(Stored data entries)
▼
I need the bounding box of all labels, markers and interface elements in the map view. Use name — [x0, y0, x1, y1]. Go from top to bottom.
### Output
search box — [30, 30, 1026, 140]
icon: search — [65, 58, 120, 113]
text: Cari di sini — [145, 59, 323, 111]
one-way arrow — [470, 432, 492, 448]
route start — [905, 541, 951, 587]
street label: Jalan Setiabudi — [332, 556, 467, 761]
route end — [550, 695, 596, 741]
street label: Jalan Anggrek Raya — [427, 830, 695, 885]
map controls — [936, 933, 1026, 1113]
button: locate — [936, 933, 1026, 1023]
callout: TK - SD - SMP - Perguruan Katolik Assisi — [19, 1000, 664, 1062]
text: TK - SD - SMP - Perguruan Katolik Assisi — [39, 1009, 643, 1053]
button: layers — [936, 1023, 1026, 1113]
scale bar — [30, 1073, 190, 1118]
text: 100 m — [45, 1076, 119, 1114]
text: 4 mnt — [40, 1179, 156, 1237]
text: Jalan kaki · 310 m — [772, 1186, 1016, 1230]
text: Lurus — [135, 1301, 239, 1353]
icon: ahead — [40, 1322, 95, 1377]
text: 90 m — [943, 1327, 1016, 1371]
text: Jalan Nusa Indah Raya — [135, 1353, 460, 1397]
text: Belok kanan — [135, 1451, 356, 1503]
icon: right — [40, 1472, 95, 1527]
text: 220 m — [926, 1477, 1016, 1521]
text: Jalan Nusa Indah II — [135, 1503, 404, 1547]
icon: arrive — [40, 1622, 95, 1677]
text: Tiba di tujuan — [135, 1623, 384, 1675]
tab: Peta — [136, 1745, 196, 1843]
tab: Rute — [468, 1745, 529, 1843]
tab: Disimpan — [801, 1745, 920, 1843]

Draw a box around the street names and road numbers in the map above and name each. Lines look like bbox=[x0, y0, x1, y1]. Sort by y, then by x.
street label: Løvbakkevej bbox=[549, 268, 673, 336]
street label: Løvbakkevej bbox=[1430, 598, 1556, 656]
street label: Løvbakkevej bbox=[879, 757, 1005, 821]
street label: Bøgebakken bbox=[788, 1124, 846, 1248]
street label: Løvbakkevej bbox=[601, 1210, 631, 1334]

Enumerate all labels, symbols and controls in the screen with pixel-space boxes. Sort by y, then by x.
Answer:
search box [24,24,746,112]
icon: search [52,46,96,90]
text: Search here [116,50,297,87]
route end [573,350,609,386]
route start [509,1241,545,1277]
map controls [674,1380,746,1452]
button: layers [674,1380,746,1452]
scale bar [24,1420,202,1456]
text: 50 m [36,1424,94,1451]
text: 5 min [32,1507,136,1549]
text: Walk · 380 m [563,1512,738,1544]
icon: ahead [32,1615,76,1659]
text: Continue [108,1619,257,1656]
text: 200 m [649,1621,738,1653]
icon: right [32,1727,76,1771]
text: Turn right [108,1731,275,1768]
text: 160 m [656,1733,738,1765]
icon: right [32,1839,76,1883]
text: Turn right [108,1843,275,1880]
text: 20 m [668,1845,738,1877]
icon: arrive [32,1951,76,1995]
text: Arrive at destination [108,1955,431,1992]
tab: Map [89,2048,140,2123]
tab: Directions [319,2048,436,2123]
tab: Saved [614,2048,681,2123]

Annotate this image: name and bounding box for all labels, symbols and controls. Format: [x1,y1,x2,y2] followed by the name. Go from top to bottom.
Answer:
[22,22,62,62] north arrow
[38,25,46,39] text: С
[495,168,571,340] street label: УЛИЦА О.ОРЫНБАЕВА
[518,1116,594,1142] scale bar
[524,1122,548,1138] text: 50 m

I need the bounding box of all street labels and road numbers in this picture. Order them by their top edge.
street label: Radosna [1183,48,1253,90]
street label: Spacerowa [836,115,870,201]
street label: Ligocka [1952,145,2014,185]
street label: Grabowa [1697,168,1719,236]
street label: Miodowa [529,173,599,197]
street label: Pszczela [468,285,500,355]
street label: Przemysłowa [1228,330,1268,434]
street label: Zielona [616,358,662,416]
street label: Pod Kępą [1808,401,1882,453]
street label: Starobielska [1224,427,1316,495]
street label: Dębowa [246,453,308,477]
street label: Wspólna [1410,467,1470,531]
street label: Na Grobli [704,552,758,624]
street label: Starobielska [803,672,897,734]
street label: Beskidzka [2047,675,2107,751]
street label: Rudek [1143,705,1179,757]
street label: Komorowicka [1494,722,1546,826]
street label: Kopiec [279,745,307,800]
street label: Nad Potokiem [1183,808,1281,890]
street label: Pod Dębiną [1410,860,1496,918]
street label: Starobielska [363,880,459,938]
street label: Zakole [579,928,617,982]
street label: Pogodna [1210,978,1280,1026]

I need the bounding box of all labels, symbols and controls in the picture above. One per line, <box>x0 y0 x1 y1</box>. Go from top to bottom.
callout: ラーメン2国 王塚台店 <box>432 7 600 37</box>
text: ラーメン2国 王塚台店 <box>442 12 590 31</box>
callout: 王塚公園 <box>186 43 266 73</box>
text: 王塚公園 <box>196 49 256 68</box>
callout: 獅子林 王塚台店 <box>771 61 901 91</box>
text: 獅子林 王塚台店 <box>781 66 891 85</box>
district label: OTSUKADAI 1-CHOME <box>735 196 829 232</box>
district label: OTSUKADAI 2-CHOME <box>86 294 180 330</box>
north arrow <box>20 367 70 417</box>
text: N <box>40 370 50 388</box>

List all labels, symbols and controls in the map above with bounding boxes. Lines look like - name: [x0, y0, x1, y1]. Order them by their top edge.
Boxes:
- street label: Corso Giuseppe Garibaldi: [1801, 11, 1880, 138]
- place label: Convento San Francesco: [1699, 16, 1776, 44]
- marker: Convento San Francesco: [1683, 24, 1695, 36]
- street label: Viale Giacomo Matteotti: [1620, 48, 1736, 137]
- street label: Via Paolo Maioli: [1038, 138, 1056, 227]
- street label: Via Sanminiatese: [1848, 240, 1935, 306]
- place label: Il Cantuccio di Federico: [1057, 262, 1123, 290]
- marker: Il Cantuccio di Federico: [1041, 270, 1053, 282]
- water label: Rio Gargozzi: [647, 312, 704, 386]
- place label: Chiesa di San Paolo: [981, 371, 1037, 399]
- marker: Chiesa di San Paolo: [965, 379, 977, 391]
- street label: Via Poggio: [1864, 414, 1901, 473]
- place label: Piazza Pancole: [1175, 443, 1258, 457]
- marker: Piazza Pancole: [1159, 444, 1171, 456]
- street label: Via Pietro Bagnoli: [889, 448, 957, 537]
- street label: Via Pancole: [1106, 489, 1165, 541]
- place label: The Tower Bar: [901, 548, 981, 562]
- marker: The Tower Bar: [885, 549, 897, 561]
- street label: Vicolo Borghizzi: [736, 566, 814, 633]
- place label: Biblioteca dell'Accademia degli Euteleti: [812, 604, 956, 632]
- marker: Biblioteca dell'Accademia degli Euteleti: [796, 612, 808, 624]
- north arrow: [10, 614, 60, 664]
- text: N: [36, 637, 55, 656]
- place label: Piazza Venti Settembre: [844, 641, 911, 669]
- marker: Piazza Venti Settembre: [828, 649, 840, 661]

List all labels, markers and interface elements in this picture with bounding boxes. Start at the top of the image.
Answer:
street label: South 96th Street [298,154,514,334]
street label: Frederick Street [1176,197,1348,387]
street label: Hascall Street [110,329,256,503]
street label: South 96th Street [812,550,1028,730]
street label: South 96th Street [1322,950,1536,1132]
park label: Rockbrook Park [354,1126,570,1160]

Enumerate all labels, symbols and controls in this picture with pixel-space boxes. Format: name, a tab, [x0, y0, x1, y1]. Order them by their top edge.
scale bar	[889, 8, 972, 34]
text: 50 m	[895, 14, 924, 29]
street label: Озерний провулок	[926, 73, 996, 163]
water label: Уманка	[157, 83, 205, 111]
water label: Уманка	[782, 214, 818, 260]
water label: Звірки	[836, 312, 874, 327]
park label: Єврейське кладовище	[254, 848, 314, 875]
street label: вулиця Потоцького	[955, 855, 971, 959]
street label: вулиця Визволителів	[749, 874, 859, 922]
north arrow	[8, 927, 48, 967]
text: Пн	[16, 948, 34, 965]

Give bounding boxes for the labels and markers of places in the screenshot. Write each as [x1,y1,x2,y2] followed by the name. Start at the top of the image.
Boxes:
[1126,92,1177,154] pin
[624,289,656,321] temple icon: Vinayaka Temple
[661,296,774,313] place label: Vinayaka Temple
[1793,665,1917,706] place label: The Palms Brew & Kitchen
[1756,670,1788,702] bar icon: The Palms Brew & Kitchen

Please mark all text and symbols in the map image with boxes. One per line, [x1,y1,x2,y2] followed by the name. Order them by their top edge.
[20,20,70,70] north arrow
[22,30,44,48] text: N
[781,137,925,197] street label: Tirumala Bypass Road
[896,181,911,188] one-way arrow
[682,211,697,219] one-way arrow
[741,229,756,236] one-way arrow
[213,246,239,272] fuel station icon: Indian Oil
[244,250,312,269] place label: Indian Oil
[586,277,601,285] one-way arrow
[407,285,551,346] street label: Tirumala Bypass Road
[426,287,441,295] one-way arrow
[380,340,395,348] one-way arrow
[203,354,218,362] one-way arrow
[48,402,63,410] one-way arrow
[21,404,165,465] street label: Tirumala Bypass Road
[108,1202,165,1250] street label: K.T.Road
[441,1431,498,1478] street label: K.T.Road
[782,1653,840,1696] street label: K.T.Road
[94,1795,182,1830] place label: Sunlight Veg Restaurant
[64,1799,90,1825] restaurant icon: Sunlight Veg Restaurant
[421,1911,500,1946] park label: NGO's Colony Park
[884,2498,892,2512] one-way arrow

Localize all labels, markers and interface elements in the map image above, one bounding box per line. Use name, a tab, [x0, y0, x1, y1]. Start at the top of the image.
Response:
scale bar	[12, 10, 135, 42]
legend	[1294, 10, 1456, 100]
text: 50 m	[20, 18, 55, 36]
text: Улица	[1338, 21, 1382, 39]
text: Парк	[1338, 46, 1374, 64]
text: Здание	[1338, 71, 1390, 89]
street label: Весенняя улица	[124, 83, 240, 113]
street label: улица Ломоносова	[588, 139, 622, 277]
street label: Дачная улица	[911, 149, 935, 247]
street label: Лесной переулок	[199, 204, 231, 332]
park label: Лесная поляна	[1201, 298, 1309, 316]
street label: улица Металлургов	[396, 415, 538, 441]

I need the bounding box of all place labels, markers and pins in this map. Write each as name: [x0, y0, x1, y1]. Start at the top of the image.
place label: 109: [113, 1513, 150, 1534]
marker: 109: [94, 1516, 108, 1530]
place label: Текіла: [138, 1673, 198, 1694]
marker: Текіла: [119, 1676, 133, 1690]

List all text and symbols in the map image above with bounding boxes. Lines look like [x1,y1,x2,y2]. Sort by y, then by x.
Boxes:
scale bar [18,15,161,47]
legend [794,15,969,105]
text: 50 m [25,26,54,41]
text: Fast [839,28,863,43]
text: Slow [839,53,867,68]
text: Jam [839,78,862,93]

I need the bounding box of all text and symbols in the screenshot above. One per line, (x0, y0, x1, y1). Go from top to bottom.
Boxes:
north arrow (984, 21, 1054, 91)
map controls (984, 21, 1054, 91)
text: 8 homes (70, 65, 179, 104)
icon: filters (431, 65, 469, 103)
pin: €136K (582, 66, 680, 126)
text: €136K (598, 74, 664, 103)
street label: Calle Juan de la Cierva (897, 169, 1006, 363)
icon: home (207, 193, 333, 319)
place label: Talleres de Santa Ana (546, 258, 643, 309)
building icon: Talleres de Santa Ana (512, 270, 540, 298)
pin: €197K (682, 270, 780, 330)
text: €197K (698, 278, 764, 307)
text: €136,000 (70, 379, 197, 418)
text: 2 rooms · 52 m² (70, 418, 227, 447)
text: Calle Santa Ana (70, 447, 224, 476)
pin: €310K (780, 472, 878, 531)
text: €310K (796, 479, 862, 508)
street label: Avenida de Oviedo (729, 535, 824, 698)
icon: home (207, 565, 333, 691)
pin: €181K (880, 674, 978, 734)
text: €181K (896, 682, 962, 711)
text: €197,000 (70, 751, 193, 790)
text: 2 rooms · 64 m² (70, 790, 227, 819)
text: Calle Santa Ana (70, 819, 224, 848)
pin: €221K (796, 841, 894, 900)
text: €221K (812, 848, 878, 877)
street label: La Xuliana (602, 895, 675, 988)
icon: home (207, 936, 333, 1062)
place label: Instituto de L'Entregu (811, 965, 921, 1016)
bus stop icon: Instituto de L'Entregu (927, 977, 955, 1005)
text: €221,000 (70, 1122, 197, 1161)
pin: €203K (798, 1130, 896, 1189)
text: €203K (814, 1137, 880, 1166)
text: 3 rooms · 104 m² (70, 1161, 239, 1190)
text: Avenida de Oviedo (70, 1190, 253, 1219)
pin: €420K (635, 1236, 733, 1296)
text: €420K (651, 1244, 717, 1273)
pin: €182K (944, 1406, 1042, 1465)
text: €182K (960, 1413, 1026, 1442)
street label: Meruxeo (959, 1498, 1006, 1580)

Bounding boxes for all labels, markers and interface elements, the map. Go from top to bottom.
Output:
▲
- _ACTIVITY_: Give back exactly the lines above starting at the line where "Draw a box around" appears and ending at the line where "Enumerate all labels, symbols and controls in the" appears, both included, with no other lines.

- _RESULT OF THE TASK_:
Draw a box around the street names and road numbers in the map above and name each. Lines look like bbox=[x0, y0, x1, y1]. Sort by y, then by x.
street label: Løvbakkevej bbox=[549, 268, 673, 336]
street label: Løvbakkevej bbox=[1430, 598, 1556, 656]
street label: Løvbakkevej bbox=[879, 757, 1005, 821]
street label: Bøgebakken bbox=[788, 1124, 846, 1248]
street label: Løvbakkevej bbox=[601, 1210, 631, 1334]

Enumerate all labels, symbols and controls in the screen with pixel-space boxes. Sort by y, then by x.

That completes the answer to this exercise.